Tue, May 09, 2017 - Page 3 News List

Lin Wan-yi willing to give up 18 percent savings rate

By Chen Wei-han  /  Staff reporter

To quell the controversy over the eligibility of Minister Without Portfolio Lin Wan-yi (林萬億) for the 18 percent preferential savings rate that is granted to public-sector retirees, Lin yesterday said he would not claim the benefit if it is still available when he retires.

The minister, who is the deputy convener and executive director of the Presidential Office’s pension reform committee, has been engulfed in the controversy because he is eligible as a former sociology professor at National Taiwan University, for the preferential rate, and critics from across party lines questioned his role in the pension reform effort as a result.

A key goal of the reform effort is to phase out the preferential savings rate offered to retired military service members, public-school teachers and civil servants.

Lin made the promise in a statement issued by the Executive Yuan.

He could have retired 10 years ago to maximize his retirement benefits, but he did not and has not claimed any pension benefits so far, he said.

Although he has reached the retirement age of 65 for educators, he has not retired as he is still holds public office, he said.

Lin was widely criticized after saying on Saturday that he would not “put on a show or act as if he was morally better than others by giving up the 18 percent savings rate,” and that he would claim whatever he is legally entitled to when he retired.

“An unreasonable system should be reformed, and the focus should not be placed on any individual,” Lin said, adding that he did not design the reform proposals to the advantage of himself or others.

Lin’s statement on Saturday drew attention as he had previously criticized the preferential interest rate.

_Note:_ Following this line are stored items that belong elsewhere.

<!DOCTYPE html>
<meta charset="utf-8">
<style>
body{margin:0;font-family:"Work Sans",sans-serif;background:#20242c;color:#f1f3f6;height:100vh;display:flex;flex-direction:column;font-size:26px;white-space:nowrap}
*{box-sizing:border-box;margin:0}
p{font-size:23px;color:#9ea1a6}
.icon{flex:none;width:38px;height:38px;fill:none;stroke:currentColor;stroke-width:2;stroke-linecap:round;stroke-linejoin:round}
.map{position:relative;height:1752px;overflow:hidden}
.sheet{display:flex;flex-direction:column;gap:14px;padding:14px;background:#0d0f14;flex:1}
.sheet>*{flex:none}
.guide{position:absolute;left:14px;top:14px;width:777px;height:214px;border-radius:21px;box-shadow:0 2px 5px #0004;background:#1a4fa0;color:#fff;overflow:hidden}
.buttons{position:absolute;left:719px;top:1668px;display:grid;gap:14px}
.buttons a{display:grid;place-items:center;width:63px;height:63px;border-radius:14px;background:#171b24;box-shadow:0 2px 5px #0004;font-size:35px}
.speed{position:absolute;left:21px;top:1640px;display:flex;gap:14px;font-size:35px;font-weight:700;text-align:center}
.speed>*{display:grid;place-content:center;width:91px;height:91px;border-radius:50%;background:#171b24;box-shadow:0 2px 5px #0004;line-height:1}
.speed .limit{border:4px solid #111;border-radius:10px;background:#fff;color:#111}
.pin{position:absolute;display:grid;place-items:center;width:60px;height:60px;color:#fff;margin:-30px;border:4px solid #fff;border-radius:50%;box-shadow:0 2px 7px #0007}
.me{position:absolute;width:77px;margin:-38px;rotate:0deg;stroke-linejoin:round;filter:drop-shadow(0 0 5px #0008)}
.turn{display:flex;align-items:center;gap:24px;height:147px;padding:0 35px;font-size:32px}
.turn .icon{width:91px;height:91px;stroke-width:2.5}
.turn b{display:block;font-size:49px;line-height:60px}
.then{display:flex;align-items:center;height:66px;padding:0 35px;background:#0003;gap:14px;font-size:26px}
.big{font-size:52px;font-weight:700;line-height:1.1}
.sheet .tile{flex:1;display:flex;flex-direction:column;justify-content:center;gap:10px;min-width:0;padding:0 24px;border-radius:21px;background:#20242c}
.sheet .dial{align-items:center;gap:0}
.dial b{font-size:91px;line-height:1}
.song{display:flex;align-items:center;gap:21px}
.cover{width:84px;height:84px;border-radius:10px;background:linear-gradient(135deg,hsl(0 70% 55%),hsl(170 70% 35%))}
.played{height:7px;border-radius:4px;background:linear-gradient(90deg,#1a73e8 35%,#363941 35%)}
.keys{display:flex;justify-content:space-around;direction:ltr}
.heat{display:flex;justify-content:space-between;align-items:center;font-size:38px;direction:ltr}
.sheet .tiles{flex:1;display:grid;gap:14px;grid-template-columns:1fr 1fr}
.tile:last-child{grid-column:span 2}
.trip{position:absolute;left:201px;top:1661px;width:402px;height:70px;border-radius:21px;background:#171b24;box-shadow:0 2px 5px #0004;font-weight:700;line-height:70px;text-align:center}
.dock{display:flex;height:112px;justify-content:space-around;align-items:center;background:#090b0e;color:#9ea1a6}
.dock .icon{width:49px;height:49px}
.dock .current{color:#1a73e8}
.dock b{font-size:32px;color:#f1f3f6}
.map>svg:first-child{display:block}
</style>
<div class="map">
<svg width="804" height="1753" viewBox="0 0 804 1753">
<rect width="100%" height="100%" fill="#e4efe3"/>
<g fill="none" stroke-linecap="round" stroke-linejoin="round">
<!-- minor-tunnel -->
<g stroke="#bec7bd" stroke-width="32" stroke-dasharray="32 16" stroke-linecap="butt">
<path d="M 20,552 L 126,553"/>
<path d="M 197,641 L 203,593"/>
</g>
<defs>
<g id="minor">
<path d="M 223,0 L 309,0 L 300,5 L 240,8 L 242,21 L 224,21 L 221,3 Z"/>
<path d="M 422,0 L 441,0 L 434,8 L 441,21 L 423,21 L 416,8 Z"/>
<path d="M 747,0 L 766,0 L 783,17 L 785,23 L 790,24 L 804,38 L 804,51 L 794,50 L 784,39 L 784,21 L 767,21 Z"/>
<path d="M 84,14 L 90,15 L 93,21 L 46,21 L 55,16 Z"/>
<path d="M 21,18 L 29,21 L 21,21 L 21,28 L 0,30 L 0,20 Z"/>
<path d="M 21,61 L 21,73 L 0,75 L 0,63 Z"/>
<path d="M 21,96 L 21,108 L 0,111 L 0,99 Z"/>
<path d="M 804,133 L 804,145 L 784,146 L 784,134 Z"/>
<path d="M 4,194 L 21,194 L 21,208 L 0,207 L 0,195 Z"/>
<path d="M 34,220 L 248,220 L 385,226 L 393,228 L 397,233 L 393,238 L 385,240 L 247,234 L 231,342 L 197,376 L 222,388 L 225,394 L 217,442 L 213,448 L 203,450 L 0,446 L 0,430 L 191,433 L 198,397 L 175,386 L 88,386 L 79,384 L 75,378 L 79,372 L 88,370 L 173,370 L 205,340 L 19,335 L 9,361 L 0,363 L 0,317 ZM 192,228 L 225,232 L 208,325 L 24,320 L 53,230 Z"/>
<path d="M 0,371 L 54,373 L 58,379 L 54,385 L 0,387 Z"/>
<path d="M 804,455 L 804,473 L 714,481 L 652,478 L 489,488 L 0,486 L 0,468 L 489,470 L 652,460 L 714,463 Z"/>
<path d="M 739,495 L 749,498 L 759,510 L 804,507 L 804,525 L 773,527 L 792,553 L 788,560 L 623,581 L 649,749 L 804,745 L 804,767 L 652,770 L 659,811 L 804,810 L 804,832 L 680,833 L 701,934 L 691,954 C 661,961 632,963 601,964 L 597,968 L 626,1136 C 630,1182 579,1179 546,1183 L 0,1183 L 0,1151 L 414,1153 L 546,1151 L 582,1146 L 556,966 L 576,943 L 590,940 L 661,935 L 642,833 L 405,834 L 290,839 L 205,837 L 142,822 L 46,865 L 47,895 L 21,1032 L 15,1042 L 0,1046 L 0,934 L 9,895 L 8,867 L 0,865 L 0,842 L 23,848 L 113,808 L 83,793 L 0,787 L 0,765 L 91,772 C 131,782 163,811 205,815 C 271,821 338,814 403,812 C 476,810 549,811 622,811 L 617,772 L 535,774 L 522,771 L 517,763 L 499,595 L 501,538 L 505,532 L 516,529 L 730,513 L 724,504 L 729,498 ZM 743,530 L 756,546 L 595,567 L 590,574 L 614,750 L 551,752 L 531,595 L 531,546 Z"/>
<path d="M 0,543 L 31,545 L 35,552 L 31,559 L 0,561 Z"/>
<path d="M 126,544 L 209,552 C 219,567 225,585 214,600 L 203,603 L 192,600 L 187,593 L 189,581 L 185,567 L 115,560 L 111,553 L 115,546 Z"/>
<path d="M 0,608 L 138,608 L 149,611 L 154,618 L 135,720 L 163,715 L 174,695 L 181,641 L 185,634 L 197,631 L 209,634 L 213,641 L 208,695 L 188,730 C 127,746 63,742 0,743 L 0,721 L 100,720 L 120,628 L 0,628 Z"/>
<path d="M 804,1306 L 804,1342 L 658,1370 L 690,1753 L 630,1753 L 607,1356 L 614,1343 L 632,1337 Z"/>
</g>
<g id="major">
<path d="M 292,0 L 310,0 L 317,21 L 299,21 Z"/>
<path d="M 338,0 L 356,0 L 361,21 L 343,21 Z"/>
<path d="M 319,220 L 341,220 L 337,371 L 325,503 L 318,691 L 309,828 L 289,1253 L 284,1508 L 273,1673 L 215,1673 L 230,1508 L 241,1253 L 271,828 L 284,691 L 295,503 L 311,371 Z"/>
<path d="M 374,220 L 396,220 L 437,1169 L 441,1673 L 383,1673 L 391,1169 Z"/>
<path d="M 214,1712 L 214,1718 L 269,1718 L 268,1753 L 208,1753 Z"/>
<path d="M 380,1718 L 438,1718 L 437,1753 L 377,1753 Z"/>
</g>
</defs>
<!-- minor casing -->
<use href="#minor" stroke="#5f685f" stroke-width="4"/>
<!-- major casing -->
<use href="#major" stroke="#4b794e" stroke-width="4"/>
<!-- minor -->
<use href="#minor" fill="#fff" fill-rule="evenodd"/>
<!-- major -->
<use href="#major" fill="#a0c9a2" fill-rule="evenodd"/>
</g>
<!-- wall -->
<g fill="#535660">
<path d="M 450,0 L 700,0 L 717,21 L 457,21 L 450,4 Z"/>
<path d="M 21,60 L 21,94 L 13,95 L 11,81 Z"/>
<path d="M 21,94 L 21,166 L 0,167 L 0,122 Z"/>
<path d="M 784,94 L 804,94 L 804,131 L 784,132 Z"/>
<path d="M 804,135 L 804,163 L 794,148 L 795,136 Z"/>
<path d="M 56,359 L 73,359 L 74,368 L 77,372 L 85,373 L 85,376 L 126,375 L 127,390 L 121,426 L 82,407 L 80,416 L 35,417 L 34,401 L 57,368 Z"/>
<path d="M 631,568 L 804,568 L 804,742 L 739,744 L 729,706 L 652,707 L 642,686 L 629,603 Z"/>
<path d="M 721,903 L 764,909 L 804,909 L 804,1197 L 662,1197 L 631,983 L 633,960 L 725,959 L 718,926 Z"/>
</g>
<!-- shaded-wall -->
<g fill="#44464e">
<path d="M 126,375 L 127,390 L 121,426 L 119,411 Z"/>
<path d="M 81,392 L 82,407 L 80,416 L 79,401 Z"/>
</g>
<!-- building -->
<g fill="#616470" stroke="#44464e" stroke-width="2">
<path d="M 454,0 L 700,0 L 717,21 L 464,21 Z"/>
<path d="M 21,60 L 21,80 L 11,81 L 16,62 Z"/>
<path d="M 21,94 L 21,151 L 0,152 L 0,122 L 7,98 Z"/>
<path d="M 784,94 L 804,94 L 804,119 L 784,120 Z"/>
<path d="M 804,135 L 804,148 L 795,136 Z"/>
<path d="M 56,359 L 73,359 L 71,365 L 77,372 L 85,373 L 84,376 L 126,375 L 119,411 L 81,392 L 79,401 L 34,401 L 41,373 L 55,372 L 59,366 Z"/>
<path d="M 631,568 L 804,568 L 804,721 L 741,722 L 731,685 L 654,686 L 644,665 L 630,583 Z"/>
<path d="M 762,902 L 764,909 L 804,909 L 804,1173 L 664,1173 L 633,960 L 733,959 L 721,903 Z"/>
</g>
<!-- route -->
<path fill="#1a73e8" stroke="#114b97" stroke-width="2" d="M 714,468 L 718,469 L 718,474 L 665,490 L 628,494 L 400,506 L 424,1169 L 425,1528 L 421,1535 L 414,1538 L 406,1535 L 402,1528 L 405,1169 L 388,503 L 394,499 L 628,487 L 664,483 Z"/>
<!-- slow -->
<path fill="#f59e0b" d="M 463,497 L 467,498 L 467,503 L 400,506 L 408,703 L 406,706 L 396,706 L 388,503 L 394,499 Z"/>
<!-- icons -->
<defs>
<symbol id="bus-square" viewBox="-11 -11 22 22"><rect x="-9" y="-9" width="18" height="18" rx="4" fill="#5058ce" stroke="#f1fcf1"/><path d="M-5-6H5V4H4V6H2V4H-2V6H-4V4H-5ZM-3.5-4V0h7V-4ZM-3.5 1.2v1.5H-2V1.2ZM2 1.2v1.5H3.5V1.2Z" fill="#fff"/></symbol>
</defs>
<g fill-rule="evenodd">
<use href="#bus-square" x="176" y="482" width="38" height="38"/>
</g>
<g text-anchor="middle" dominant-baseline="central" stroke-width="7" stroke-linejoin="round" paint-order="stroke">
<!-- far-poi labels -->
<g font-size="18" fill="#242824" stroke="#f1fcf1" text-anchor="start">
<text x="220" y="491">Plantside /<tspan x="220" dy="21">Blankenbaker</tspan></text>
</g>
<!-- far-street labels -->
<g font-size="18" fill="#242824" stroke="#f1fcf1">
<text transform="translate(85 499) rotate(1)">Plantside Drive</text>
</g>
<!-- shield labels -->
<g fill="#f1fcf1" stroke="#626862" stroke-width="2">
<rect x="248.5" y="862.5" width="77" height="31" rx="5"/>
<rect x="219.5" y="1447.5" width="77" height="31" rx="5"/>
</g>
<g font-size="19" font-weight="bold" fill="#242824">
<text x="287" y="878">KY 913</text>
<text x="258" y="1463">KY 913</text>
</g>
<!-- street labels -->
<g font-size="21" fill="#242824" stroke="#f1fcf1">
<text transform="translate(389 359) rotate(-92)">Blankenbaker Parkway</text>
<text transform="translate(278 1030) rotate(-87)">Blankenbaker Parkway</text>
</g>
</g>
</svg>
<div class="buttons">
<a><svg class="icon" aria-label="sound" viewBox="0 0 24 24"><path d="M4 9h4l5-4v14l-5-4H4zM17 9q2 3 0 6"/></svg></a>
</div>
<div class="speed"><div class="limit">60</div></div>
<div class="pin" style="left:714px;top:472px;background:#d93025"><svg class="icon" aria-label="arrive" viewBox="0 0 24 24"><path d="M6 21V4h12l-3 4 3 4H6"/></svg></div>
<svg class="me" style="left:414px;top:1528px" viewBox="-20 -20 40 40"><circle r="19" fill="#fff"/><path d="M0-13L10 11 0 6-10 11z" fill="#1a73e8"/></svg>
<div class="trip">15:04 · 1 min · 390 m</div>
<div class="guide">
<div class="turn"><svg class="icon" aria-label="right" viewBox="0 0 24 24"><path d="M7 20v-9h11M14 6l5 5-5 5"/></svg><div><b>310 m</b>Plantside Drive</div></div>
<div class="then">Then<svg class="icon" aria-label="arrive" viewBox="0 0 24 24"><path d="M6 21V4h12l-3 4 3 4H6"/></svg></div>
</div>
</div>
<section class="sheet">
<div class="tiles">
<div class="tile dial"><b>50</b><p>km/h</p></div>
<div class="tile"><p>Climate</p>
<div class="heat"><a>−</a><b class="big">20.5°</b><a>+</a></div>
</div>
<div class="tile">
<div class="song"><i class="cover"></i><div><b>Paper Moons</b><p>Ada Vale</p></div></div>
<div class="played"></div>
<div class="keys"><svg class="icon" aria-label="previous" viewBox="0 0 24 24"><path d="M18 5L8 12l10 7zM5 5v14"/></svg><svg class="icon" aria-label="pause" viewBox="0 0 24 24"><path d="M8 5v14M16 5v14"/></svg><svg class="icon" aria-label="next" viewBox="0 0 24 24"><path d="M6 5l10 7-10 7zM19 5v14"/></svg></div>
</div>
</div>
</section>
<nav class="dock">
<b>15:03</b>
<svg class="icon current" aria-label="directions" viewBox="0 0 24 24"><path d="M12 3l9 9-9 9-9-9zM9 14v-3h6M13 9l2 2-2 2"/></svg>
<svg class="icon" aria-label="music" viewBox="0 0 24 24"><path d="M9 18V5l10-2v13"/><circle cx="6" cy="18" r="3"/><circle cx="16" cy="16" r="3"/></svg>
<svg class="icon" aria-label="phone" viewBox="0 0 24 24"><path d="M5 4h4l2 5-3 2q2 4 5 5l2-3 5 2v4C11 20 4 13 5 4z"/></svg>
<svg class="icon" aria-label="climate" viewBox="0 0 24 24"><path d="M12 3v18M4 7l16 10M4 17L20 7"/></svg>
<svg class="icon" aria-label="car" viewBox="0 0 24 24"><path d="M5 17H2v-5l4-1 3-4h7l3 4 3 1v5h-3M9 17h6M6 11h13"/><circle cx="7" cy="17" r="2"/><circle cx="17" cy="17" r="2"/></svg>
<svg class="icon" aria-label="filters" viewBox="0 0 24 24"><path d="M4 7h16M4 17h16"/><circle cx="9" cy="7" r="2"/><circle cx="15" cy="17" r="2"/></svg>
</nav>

Former Democratic Progressive Party (DPP) Legislator Lin Choi-shui (林濁水) said while the preferential savings rate has been considered a flawed system contributing to the financial woes of the pension systems, the minister’s unwillingness to give up the benefit suggested a conventional mindset that would leave the reform effort “half-baked.”

“Were [former DPP chairman] Su Tseng-chang (蘇貞昌) and [President] Tsai Ing-wen (蔡英文) putting on a show [when they announced they would give up the preferential rate]?” Lin Choi-shui said.

Lin Wan-yi has been named an honorary professor at his former university, but that would not entitle him to any additional retirement benefits, the Executive Yuan said.